The NFA’s accept states are $F = F_{A} \cup F_{B}$ .

This machine accepts $A \cup B$ because at the start of processing, it may nondeterministically decide to make an $ϵ$ -transition to either $A$ ’s start state or $B$ ’s start state, then proceed to process the string exactly as $M_{A}$ or $M_{B}$ would. Therefore, if the string is in $A$ or $B$ , then there is a way that $N$ can process the string and end in an accept state.

Remaining cases: Exercises!

Regular Expressions

Regular expressions are a meta-language for describing regular languages. They are defined based on the properties of regular languages that we’ve now explored thoroughly, so a lot of what follows will probably be unsurprising.

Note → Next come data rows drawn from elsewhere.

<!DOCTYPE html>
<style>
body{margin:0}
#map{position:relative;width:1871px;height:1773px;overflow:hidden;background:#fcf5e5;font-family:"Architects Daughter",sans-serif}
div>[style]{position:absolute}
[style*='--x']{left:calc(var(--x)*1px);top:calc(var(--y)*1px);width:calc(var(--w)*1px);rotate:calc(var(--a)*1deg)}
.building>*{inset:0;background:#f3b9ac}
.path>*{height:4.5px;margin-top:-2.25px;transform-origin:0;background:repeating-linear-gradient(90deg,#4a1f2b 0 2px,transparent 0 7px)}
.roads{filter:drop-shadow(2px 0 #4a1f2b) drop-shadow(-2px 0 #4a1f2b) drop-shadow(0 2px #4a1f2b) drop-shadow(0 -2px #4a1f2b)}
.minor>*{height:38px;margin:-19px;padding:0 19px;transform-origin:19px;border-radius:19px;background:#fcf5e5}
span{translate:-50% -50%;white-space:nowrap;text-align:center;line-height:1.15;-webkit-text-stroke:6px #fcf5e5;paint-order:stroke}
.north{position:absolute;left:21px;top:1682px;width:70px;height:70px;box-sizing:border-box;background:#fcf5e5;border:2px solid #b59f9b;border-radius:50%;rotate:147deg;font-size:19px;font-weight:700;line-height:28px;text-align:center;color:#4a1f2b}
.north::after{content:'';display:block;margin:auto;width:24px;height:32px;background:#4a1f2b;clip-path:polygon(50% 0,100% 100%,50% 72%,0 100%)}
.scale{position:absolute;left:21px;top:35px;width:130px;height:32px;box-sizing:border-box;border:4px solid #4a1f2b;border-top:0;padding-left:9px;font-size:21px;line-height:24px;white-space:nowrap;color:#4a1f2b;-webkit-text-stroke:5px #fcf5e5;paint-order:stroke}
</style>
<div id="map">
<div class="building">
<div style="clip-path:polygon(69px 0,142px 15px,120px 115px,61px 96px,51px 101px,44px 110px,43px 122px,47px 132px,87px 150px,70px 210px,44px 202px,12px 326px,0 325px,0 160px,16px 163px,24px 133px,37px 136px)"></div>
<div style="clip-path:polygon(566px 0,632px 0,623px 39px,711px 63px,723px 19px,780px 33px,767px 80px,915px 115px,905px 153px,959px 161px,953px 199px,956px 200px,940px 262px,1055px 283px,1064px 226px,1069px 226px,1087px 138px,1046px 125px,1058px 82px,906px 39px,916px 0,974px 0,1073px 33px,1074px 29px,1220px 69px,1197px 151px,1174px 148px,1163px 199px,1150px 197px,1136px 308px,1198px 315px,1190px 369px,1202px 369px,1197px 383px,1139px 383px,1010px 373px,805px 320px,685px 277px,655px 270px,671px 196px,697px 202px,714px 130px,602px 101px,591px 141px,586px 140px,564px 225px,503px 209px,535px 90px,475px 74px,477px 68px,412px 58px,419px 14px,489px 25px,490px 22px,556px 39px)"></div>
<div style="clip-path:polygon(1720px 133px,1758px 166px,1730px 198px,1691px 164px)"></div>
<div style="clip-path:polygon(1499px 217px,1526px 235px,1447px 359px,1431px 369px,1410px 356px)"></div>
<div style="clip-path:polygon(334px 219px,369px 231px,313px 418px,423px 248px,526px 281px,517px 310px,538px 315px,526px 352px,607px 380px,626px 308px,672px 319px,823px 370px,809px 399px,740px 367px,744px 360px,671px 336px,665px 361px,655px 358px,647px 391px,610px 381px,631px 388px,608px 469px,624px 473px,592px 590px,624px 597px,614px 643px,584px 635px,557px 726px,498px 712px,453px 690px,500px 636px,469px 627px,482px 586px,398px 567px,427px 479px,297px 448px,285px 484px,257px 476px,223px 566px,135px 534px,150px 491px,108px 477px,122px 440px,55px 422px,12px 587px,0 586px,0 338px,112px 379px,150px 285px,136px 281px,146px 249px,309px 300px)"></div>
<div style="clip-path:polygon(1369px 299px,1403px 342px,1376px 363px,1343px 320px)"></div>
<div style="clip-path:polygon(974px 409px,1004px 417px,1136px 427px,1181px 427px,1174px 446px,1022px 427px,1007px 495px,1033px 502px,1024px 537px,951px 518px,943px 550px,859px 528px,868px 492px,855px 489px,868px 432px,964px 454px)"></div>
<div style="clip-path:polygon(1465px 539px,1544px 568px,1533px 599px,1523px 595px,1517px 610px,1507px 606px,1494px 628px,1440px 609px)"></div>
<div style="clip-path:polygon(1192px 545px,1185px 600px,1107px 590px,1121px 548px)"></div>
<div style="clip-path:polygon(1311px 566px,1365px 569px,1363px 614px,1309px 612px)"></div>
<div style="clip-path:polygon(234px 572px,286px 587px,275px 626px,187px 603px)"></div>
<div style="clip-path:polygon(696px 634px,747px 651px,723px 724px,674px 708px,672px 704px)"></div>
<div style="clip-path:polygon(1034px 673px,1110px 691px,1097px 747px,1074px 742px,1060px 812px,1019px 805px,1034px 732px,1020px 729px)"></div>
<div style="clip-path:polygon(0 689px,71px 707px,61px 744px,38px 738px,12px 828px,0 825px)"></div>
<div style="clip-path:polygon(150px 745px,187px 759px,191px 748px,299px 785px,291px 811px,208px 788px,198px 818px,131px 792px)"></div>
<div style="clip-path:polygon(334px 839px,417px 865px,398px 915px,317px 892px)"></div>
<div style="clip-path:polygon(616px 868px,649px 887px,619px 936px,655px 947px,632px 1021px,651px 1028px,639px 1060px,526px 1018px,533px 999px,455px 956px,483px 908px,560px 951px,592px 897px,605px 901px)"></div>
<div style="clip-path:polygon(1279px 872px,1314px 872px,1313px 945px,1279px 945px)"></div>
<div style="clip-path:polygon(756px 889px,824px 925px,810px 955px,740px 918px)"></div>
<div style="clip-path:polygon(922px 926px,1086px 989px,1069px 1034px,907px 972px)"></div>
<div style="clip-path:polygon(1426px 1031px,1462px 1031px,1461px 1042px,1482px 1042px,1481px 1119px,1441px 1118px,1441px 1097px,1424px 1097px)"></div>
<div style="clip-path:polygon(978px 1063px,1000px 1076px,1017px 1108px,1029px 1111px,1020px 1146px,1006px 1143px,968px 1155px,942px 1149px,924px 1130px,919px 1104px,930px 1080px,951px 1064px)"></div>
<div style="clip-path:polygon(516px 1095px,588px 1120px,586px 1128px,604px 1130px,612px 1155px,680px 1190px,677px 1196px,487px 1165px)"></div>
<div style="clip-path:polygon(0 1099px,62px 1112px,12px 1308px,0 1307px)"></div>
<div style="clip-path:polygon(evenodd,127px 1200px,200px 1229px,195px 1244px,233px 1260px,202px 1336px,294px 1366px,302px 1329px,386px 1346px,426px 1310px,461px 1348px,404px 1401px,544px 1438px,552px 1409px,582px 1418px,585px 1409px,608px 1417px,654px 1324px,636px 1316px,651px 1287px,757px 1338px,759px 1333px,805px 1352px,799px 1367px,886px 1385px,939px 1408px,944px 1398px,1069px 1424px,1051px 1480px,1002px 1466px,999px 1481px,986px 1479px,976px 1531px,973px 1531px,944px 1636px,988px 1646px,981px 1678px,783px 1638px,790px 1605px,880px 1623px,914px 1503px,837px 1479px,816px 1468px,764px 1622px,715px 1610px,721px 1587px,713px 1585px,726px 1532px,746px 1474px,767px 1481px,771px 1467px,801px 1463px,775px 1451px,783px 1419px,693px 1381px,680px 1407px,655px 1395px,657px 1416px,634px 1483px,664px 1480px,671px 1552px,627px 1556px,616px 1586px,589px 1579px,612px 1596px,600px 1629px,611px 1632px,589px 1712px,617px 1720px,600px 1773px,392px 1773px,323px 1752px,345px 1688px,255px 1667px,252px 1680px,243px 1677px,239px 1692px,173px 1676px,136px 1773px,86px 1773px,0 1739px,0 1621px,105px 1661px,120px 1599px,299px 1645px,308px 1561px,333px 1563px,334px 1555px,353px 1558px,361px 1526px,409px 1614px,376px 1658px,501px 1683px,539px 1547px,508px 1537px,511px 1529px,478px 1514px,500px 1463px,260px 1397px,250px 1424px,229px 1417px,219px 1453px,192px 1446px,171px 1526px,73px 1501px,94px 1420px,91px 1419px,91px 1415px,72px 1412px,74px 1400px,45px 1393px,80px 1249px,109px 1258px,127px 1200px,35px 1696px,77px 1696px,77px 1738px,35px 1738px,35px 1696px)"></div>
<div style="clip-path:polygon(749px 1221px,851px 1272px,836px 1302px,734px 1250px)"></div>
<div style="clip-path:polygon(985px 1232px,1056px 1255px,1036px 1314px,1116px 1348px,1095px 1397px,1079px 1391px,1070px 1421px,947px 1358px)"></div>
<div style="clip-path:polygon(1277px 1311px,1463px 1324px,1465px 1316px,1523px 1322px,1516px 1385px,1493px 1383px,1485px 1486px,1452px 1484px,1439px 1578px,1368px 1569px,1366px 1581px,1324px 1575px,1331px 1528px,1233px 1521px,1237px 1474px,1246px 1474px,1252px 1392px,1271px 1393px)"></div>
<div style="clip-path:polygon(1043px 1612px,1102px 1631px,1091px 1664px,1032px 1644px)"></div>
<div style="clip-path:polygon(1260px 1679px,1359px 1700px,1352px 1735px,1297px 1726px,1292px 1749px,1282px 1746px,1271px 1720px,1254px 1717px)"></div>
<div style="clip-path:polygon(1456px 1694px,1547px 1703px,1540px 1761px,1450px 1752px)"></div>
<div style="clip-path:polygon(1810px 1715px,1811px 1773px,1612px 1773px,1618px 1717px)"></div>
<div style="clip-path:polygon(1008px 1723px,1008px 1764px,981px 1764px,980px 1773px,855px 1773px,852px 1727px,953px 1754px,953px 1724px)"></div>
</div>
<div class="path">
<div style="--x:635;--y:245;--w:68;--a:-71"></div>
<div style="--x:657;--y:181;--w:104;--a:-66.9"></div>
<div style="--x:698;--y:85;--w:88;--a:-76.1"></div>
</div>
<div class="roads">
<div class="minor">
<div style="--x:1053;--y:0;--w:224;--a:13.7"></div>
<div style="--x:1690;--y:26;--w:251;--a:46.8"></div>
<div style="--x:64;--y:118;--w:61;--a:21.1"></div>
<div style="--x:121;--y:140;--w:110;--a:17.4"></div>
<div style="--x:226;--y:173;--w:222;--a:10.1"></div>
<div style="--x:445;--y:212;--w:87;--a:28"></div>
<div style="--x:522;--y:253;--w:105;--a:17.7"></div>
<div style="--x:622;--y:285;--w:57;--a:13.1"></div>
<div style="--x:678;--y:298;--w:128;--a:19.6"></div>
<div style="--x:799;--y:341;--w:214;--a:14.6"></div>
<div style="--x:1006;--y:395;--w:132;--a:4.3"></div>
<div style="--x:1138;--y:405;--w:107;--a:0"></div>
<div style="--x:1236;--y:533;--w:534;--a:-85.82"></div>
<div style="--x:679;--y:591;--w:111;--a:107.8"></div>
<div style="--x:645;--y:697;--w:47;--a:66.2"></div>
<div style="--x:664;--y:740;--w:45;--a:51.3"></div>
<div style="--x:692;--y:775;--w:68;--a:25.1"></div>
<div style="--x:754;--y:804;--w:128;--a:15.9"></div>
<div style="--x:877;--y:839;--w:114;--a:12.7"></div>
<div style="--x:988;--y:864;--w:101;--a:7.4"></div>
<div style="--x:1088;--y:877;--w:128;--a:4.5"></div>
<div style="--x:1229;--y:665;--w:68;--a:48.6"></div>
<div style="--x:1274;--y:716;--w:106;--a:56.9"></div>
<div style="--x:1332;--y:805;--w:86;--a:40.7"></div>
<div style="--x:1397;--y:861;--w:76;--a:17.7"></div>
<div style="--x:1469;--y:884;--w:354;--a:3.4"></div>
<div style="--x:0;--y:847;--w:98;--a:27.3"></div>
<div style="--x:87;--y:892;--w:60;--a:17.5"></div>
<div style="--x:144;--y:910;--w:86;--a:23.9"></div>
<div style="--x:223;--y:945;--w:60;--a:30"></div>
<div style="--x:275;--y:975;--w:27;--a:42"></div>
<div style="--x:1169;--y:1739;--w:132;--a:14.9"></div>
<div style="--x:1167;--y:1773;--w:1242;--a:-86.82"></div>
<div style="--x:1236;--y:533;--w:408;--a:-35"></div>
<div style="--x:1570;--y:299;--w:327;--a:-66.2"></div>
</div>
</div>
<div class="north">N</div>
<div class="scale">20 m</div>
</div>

Definition: A regular expression over an alphabet $Σ$ is defined as follows:

$ϵ$ is a regular expression, describing the language ${ϵ}$
$\emptyset$ is a regular expression describing the language $\emptyset$
For each $a \in Σ$ , $a$ is a regular expression describing the language ${a}$
If $R_{1}$ and $R_{2}$ are regular expressions, then $R_{1} \cup R_{2}$ is a regular expression describing the language $L (R_{1}) \cup L (R_{2})$
If $R_{1}$ and $R_{2}$ are regular expressions, then $R_{1} R_{2}$ is a regular expression describing the language $L (R_{1}) L (R_{2})$
If $R$ is a regular expression, then $R^{*}$ is a regular expression describing the language $L^{*}$

Examples:

What language does $(0 \cup 1) 01^{*}$ describe?

${00, 001, 0011, \dots, 10, 101, 1011, \dots}$

What regular expression describes ${w : w has 1011 as a substring}$ ?

$(0 \cup 1)^{*} 1011 (0 \cup 1)^{*}$